China Addresses Soil Pollution with Agriculture Reforms

China is tackling soil pollution as part of its nationwide agriculture reforms, including treating waste from livestock breeding.

As China’s pork industry continues to expand, the country will need to address a greater problem lying just beneath the surface—soil pollution.

According to a national soil survey from the Chinese government in 2014, 19.4% of the country’s farmland was polluted by chemical contaminants and metals such as lead, cadmium, and arsenic. Overall, 2% of China’s land is too polluted to even use for farming anymore. That’s around 11,800 square miles—roughly the size of the entire country of Belgium.

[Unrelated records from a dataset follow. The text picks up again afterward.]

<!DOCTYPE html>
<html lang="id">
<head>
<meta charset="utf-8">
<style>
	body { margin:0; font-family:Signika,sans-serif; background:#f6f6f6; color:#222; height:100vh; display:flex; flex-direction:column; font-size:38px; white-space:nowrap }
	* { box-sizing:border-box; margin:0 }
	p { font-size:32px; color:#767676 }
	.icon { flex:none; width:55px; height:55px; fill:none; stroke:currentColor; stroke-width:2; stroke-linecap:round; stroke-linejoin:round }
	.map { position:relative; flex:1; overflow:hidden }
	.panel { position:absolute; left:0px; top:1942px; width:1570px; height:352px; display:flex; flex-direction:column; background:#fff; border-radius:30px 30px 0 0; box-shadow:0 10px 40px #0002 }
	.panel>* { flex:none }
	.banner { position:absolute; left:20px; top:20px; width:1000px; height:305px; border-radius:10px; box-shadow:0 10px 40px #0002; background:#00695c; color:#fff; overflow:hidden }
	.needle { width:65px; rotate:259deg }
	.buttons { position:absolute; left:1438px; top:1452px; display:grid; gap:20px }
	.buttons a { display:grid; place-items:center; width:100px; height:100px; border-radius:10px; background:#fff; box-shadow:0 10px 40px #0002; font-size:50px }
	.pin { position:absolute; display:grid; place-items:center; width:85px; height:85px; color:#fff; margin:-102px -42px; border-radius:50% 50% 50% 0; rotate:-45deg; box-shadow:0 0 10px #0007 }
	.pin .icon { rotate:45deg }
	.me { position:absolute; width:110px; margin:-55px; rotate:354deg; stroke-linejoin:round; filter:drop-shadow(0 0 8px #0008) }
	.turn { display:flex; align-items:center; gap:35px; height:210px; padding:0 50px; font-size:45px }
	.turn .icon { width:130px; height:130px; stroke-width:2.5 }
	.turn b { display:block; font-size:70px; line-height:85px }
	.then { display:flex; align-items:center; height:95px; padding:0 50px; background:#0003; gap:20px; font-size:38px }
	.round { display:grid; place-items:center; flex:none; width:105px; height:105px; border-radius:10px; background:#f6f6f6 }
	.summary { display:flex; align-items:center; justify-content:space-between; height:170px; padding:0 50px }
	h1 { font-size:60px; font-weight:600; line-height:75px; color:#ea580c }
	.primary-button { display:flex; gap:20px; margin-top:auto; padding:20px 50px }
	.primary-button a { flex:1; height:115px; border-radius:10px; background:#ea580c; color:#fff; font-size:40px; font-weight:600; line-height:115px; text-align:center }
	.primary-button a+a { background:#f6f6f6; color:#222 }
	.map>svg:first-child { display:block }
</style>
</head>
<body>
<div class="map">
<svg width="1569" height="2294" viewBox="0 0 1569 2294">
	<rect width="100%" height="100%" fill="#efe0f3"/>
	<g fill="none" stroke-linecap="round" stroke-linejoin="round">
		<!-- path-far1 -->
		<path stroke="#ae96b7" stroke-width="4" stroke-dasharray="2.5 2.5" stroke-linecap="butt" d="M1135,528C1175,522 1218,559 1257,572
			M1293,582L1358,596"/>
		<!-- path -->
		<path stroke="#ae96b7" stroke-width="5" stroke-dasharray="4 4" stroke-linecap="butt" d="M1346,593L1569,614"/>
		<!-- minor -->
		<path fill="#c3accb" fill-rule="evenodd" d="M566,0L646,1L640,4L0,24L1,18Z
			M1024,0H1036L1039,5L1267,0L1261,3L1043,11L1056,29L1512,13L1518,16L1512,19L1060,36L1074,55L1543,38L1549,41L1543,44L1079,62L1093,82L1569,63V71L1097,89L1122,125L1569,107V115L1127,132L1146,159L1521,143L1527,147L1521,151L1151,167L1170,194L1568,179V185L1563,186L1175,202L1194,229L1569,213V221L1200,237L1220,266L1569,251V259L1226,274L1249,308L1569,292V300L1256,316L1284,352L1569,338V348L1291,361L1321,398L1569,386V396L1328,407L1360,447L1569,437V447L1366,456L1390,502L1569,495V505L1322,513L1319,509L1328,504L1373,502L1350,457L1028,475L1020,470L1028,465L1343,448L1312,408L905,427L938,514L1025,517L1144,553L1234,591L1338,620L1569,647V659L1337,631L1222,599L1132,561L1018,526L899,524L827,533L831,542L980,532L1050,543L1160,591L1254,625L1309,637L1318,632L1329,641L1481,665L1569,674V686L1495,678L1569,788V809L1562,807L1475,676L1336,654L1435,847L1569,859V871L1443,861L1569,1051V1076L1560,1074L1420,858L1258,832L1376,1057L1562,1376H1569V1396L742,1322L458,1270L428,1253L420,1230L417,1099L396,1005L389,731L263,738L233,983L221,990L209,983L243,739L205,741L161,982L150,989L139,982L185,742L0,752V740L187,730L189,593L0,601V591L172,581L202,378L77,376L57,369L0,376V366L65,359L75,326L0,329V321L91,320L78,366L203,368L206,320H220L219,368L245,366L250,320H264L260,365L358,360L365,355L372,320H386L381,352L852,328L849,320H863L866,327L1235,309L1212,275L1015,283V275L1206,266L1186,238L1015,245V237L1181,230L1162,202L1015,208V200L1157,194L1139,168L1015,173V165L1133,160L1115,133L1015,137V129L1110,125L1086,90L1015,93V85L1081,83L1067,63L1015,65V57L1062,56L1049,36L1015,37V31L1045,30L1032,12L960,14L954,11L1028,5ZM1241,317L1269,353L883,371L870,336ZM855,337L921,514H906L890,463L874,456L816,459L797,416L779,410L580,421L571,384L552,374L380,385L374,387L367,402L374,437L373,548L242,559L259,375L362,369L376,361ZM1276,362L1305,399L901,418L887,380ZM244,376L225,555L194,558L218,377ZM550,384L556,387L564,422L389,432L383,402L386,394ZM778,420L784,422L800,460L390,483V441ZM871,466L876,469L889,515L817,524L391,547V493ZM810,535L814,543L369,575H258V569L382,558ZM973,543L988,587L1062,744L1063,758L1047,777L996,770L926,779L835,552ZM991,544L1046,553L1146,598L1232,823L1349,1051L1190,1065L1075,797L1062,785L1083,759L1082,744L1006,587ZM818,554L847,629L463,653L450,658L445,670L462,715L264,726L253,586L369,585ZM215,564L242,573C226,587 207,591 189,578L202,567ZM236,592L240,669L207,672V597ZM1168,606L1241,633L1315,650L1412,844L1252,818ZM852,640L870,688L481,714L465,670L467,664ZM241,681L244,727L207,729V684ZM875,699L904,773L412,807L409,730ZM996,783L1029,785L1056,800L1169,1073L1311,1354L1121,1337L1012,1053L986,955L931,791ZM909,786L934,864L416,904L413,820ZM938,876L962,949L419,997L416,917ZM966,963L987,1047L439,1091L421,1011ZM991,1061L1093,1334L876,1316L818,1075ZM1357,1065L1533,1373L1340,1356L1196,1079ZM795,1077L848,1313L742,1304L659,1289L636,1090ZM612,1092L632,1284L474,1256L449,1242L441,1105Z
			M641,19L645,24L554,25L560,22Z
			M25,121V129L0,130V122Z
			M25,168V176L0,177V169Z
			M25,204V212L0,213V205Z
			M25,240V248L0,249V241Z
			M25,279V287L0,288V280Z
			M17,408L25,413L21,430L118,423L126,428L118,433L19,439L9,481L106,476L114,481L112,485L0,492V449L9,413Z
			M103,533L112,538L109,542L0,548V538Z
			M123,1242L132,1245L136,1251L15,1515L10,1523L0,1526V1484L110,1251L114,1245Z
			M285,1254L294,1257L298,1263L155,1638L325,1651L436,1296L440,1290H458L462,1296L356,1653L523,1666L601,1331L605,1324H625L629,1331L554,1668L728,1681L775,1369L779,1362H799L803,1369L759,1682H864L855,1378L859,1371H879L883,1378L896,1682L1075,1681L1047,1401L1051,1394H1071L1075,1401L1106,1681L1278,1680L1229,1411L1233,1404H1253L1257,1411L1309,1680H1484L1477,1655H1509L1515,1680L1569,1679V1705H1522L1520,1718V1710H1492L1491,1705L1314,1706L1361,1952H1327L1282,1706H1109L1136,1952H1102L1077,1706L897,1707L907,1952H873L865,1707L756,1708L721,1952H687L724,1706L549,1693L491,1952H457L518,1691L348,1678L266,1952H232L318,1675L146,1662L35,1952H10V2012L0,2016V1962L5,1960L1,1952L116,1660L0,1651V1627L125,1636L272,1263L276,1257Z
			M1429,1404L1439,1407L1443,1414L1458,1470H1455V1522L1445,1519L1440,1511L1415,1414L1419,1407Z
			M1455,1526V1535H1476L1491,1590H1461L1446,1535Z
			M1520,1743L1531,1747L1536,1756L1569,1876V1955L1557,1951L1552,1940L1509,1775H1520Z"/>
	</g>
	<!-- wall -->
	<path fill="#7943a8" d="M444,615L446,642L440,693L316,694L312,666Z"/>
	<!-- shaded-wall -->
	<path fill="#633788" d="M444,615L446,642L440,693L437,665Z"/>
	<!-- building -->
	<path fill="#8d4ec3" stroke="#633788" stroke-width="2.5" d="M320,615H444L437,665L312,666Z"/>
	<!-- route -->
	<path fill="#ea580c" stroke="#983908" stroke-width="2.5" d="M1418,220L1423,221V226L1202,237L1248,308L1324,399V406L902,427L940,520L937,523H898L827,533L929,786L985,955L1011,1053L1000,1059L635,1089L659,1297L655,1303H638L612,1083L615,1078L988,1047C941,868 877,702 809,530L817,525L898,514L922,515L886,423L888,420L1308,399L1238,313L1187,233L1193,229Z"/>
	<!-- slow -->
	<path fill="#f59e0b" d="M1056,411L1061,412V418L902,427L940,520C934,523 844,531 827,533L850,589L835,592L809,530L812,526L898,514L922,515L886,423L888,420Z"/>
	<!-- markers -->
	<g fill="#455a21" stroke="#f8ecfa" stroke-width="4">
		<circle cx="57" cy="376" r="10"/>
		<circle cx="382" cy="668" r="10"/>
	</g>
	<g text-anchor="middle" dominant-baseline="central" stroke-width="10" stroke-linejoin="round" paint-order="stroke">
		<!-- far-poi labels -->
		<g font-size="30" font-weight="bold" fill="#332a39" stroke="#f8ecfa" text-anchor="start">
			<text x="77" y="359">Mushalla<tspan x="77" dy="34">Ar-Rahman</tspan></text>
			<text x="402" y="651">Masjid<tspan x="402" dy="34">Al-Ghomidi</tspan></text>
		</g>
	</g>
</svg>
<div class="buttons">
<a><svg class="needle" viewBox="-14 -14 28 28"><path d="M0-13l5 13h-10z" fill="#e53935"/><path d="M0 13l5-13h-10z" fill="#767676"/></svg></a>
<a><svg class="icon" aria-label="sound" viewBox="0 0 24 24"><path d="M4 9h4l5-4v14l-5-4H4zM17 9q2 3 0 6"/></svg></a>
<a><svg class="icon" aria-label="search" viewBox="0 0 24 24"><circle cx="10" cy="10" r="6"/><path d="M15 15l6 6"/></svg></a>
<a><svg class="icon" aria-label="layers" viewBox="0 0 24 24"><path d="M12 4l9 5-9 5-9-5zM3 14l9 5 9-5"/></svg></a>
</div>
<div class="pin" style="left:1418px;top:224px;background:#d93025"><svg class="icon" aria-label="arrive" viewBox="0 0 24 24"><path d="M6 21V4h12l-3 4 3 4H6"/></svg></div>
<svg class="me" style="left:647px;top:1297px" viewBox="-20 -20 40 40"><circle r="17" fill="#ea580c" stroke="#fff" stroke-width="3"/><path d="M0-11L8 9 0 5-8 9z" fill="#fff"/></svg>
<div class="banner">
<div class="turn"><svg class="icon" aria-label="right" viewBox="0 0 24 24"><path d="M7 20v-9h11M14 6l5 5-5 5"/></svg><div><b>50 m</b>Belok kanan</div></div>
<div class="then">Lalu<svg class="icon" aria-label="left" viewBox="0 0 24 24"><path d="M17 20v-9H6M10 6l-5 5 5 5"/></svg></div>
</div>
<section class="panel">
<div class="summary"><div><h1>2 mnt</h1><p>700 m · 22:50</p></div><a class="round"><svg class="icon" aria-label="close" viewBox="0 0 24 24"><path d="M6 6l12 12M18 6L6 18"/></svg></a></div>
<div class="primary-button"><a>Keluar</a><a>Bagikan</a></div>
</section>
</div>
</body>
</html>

Increased industrialization across the country has led to an excessive amount of toxic materials building up in the soil over time. Mining, energy production, waste incineration, manufacturing processes, and even agricultural uses all contribute to soil pollution. Failure to address the problem early on means that some land is now completely unusable and unsalvageable.

To prevent the problem from worsening, China plans to treat waste from its livestock breeding programs to reduce agricultural pollution. The country also intends to implement tougher penalties for contributing to pollution, prohibit construction in areas with contaminated soil, and increase the use of animal waste as fertilizer instead of chemical fertilizers. As the world’s largest pork producer, accounting for roughly half of global production, pursuing these agriculture reforms is in the country’s best interests—should China fail to protect its farmland, it could prove to be a rocky future for its pork industry.